(Beginning of Data excerpts)
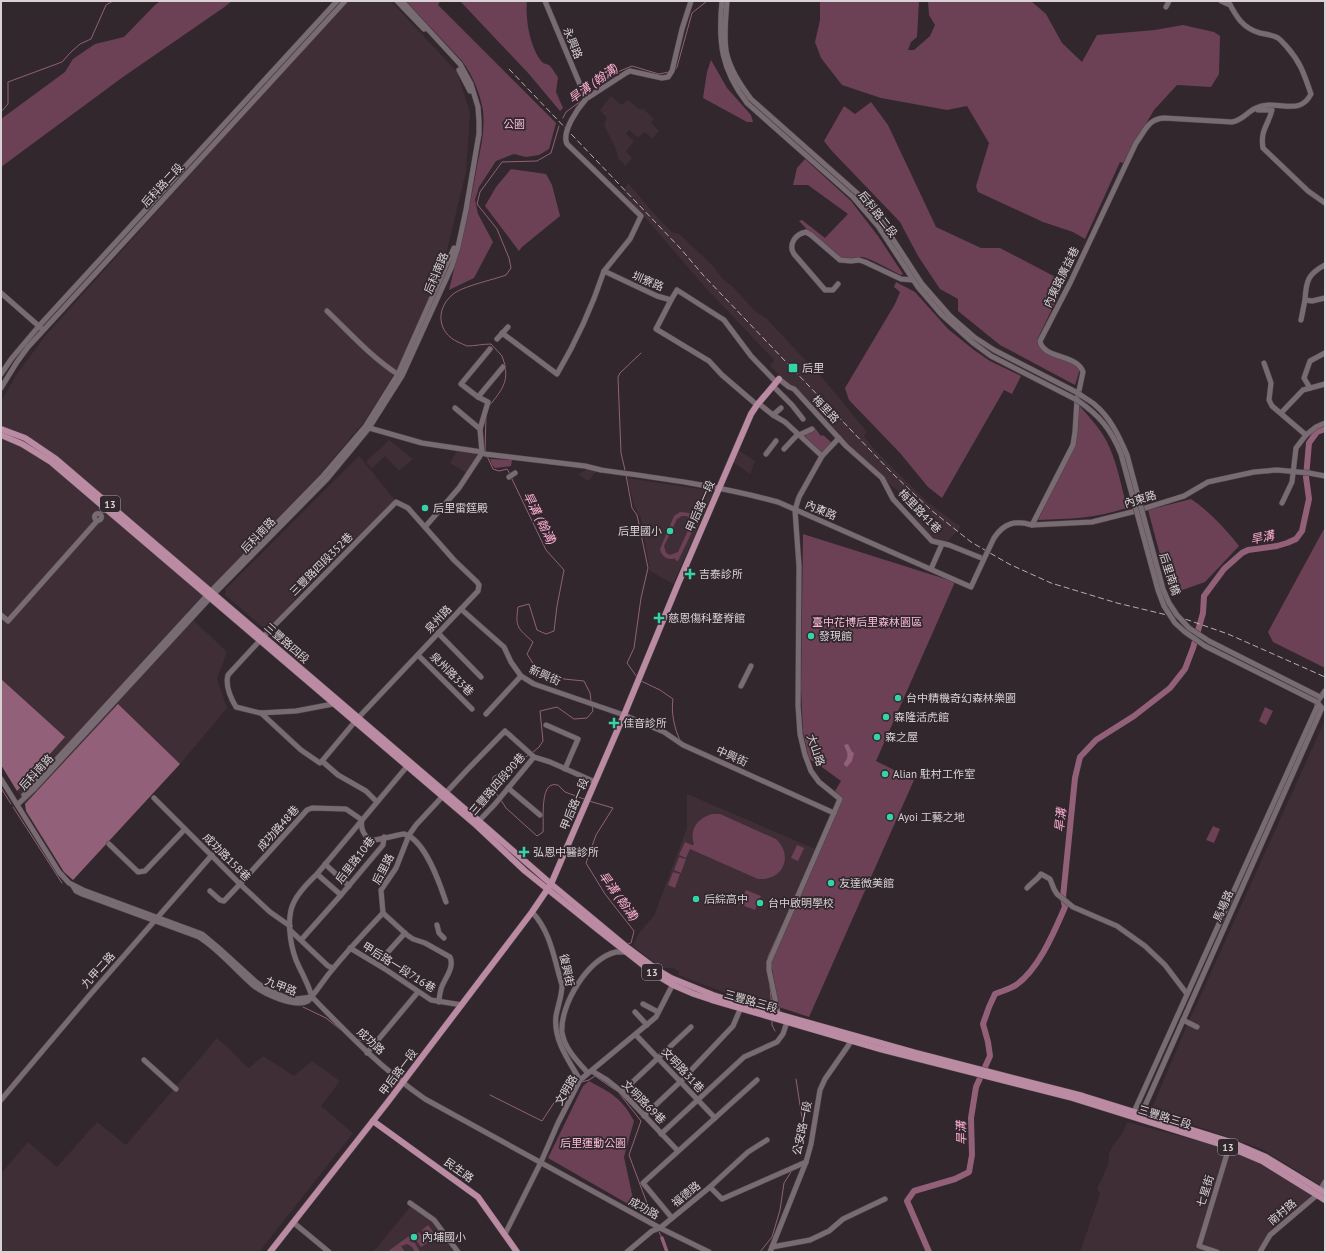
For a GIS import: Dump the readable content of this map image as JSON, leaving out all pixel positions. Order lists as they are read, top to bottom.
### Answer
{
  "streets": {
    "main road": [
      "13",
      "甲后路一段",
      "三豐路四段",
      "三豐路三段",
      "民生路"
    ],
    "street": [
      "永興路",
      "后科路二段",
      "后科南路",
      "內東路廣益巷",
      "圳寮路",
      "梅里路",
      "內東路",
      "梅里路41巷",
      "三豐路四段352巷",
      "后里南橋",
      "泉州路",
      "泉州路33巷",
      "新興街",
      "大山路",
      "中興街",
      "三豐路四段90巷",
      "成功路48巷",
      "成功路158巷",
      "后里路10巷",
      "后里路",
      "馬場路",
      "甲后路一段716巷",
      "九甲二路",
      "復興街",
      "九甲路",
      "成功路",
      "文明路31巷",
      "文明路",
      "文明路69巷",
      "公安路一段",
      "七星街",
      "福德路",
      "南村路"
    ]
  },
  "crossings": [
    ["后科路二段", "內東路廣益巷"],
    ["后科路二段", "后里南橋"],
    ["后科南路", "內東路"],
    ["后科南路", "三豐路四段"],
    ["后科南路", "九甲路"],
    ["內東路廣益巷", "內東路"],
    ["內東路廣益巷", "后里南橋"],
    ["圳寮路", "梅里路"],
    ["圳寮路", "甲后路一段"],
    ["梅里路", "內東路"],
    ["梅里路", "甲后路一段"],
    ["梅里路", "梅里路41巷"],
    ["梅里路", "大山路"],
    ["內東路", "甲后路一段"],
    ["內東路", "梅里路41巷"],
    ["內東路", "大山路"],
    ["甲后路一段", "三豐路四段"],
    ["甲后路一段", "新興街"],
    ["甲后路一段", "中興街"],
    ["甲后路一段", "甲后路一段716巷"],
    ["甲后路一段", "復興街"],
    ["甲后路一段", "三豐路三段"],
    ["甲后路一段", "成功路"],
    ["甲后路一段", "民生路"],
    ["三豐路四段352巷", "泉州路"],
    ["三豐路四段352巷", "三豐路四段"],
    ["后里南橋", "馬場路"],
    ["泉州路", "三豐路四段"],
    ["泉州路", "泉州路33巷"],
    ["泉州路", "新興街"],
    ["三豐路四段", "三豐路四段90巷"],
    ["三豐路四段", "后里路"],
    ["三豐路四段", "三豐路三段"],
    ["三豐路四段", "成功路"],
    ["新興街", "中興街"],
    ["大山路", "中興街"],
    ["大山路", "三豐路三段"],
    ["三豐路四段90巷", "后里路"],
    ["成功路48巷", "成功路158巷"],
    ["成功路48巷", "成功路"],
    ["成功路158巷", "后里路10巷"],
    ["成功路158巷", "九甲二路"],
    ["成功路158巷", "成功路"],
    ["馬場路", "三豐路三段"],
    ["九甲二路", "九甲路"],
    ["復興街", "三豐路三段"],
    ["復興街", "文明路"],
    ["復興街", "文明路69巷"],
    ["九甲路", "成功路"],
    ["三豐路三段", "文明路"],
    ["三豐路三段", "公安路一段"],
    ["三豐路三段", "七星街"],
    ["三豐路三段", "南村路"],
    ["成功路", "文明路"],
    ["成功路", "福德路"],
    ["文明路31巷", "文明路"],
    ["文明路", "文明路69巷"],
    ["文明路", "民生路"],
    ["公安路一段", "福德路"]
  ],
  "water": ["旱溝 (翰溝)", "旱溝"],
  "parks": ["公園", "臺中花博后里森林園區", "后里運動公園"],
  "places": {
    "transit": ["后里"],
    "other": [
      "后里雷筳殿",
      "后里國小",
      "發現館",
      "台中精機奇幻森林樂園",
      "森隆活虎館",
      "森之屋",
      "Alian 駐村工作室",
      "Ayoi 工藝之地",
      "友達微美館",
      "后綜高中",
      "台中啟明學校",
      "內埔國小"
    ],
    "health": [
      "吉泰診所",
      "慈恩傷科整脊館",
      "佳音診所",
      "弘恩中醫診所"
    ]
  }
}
(End of Data excerpts)
▶ [Exercise details]: In how many lines of the material does the string "內東路廣益巷" appear? Reply with the number only.

▶ [Completed exercise]: 4